La vie monastique, le plus souvent au sein d'un monastère ou d'un couvent, qui peut être une abbaye lorsqu'il est dirigé par un abbé ou une abbesse (de l'araméen abba, père), connaît deux formes principales : le cénobitisme (vie en communauté) et l'érémitisme (du grec eremos, désert : vie en solitude).
Plusieurs hypothèses existent pour expliquer la naissance du monachisme chrétien. Les origines sont probablement multiples (d'ordre religieux, social) et les approches nombreuses (d'ordre historique ou théologique, anthropologique ou sociologique), ce qui explique que les auteurs proposent des hypothèses diverses qui établissent des rapprochements, des rapports de filiation ou d'influence[1].
Dans son Histoire ecclésiastique, l'auteur chrétien du IVe siècle, Eusèbe de Césarée, décrit les Therapeutae (membres d’une secte juive hellénisée vivant dans des monasterium au voisinage d'Alexandrie) de Philon comme les premiers moines anachorètes chrétiens, identifiant leur renonciation à la propriété, leur chasteté, leurs jeûnes et leurs vies solitaires à l'idéal cénobitique des moines chrétiens. Jean Cassien fait remonter à l'apôtre Marc les anachorètes dont les Thérapeutes seraient les réalisateurs[2]. Cette hypothèse de continuité historique entre les Thérapeutes et les moines est invalidée car la communauté juive d'Alexandrie est détruite au début du IIe siècle[3].
Une deuxième hypothèse formulée par Jean Cassien voit l'origine du cénobitisme dans la communauté primitive de Jérusalem dans les Actes des apôtres. Cette hypothèse fragile repose sur la vision idéalisée de cette communauté, les fondateurs du monachisme ayant voulu se placer dans sa continuité pour retrouver l'idéal de sociabilité chrétienne. Or cette communauté à Jérusalem était urbaine, mixte et missionnaire alors que les premières formes de communauté cénobitique étaient rurales, masculines et coupées du monde[4].

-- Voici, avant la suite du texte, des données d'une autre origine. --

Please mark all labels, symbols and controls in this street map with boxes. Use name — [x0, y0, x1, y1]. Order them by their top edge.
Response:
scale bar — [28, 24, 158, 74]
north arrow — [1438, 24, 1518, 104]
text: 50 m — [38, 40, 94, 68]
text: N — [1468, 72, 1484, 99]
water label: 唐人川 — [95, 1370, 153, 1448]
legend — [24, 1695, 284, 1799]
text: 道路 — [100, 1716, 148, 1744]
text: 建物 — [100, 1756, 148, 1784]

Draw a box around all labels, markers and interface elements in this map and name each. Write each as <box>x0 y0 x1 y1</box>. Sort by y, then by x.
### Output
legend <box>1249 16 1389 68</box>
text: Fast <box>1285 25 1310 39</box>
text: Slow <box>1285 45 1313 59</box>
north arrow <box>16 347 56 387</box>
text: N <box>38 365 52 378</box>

Une troisième hypothèse martyrologique veut qu'avec la Paix de l'Église les moines prennent le relais des martyrs pour incarner, par l'ascèse, la sainteté. Cette filiation est difficile à établir car les premiers moines apparaissent avant la fin de la persécution des chrétiens et font ce choix de vie alors que les martyrs subissent[5].
Une quatrième hypothèse voit dans la naissance du monachisme le développement d'une veine ascétique attestée dans le christianisme dès l'origine, notamment dans l'encratisme gnostique. Cette hypothèse séduisante soulève la question d'expliquer pourquoi le monachisme n'est apparu qu'au IIIe siècle[6].

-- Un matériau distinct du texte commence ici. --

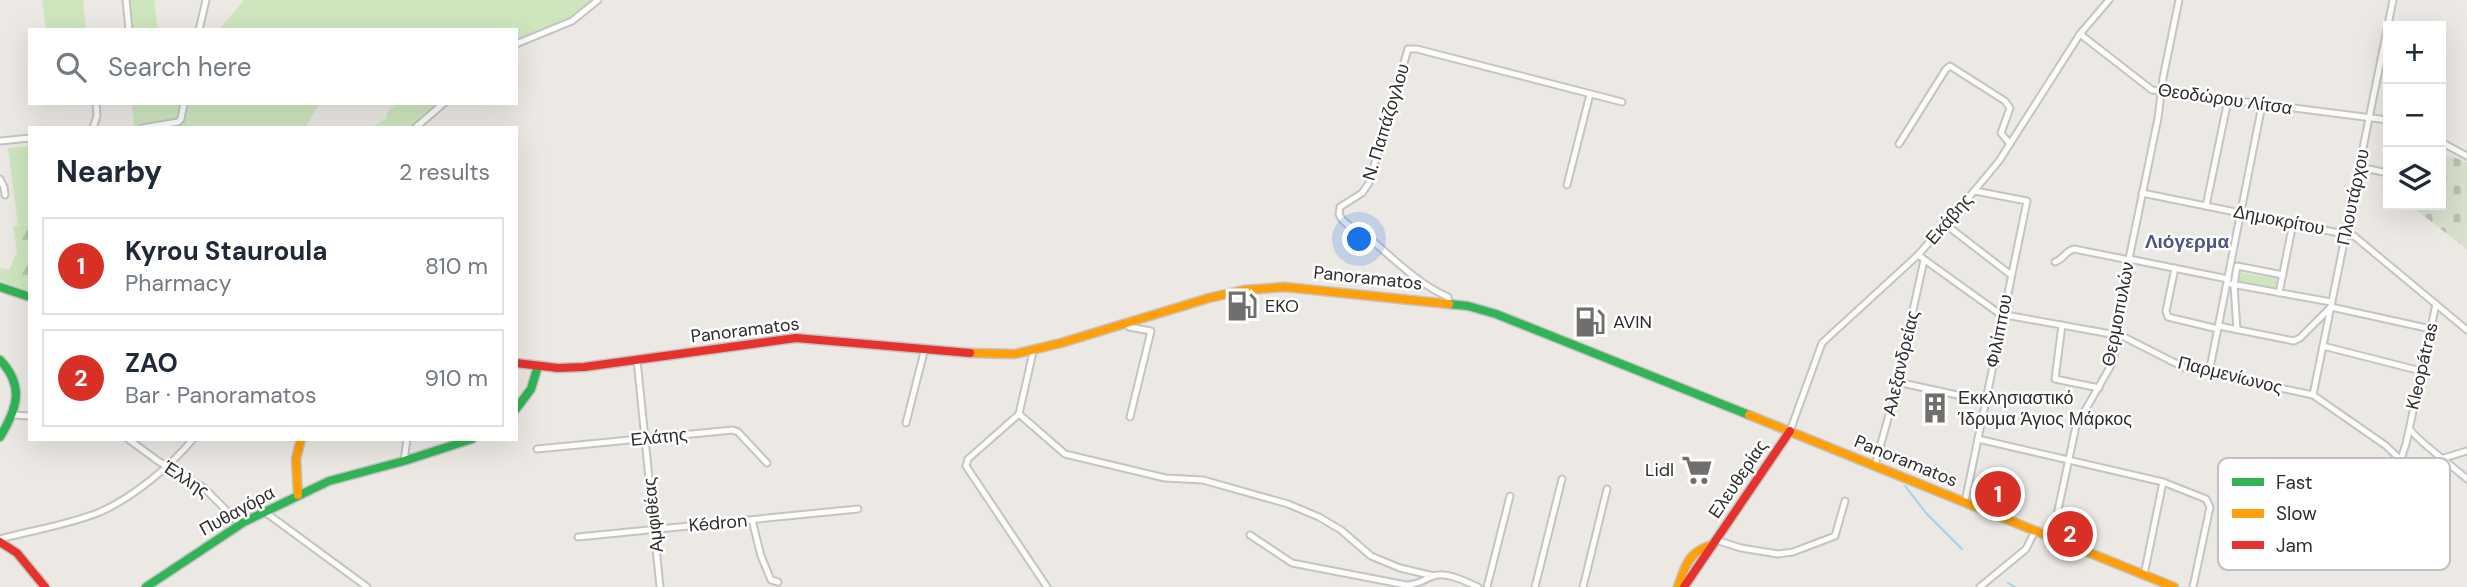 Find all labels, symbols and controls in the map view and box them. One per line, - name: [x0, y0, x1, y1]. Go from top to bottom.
- map controls: [2383, 21, 2446, 210]
- button: +: [2383, 21, 2446, 84]
- search box: [28, 28, 518, 105]
- icon: search: [52, 48, 90, 86]
- text: Search here: [108, 50, 251, 84]
- street label: Ν. Παπάζογλου: [1357, 61, 1415, 183]
- street label: Θεοδώρου Λίτσα: [2156, 78, 2294, 120]
- button: −: [2383, 84, 2446, 147]
- street label: Πλουτάρχου: [2331, 147, 2375, 247]
- button: layers: [2383, 147, 2446, 210]
- text: Nearby: [56, 152, 162, 191]
- text: 2 results: [399, 157, 490, 187]
- street label: Εκάβης: [1920, 188, 1978, 250]
- street label: Δημοκρίτου: [2231, 199, 2327, 241]
- your location: [1342, 222, 1376, 256]
- district label: Λιόγερμα: [2145, 229, 2229, 254]
- text: Kyrou Stauroula: [125, 234, 328, 268]
- text: 1: [77, 251, 85, 281]
- text: 810 m: [425, 251, 488, 281]
- street label: Panoramatos: [1312, 260, 1424, 296]
- street label: Θερμοπυλών: [2096, 260, 2140, 368]
- text: Pharmacy: [125, 268, 232, 298]
- fuel station icon: EKO: [1225, 289, 1259, 323]
- street label: Φιλίππου: [1980, 292, 2018, 370]
- place label: EKO: [1265, 294, 1299, 318]
- fuel station icon: AVIN: [1573, 305, 1607, 339]
- street label: Αλεξανδρείας: [1877, 308, 1925, 418]
- place label: AVIN: [1613, 310, 1652, 334]
- street label: Panoramatos: [689, 311, 801, 349]
- street label: Kleopátras: [2400, 320, 2444, 412]
- text: ZAO: [125, 346, 178, 380]
- street label: Παρμενίωνος: [2175, 350, 2285, 400]
- text: 2: [74, 363, 88, 393]
- text: 910 m: [424, 363, 488, 393]
- text: Bar · Panoramatos: [125, 380, 316, 410]
- place label: Εκκλησιαστικό Ίδρυμα Άγιος Μάρκος: [1957, 386, 2132, 431]
- building icon: Εκκλησιαστικό Ίδρυμα Άγιος Μάρκος: [1918, 391, 1952, 425]
- street label: Ελάτης: [629, 422, 689, 452]
- street label: Panoramatos: [1851, 429, 1961, 493]
- street label: Ελευθερίας: [1703, 435, 1773, 523]
- supermarket icon: Lidl: [1680, 453, 1714, 487]
- street label: Έλλης: [157, 455, 214, 503]
- place label: Lidl: [1645, 458, 1674, 482]
- legend: [2218, 458, 2450, 570]
- pin: 1: [1975, 468, 2021, 520]
- text: Fast: [2276, 470, 2312, 495]
- street label: Αμφιθέας: [637, 476, 669, 554]
- street label: Πυθαγόρα: [195, 480, 279, 542]
- text: Slow: [2276, 501, 2317, 526]
- street label: Kédron: [688, 508, 748, 538]
- pin: 2: [2047, 508, 2093, 560]
- text: Jam: [2276, 533, 2313, 558]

Une cinquième hypothèse, émise par Peter Brown en 1983 dans Genèse de l'Antiquité tardive, suggère que les premiers moines ont exploité un dysfonctionnement des relations sociales et surtout du rapport au sacré. Ils remplacent les prêtres dans leurs fonctions d'interlocuteurs directs de la divinité. Paradoxalement, ils exercent un attrait croissant sur le monde (les gens venant les consulter) à mesure qu'ils cherchent à le fuir[7]. Cependant, cette hypothèse explique plus l'essor du monachisme que son origine.
Une dernière hypothèse fait appel à des motivations multiples pour expliquer le renoncement aux biens terrestres et la retraite au désert : échapper à la misère sociale (« la pauvreté remplissait-elle alors les monastères plus que le chômage aujourd'hui ? »[8]), au mariage, au juge, au percepteur, aux persécutions antichrétiennes[9]…
La diversité des règles, leur souplesse d'interprétation et les buts religieux ou apostoliques poursuivis, a créé au cours de l'histoire la grande diversité des ordres monastiques :
Même s'ils ne sont pas des ordres monastiques, ils s'en rapprochent par certaines de leurs pratiques :
Le monachisme est né au IIIe siècle en Égypte[10] où se développe essentiellement un érémitisme dans le désert (illustré notamment par les Pères du désert dans le Scété et dont les Apophtegmes y décrivent leur vie spirituelle)[11], ainsi qu'en Syrie et en Mésopotamie araméophones où le monachisme communautaire est plus urbain ou villageois, notamment avec les « Fils et Filles du Pacte (en) » (expression d'Éphrem le Syrien) peu distinguables du clergé des villes et des villages, d’où le nom de protomonachisme (représenté par exemple par Jacques de Nisibe, les Euchites) pour désigner ce « premier ascétisme » qui émerge du judéo-christianisme et est marqué par le mouvement des Esséniens et des Manichéens[12]. Le monachisme connaît un premier essor au IVe siècle.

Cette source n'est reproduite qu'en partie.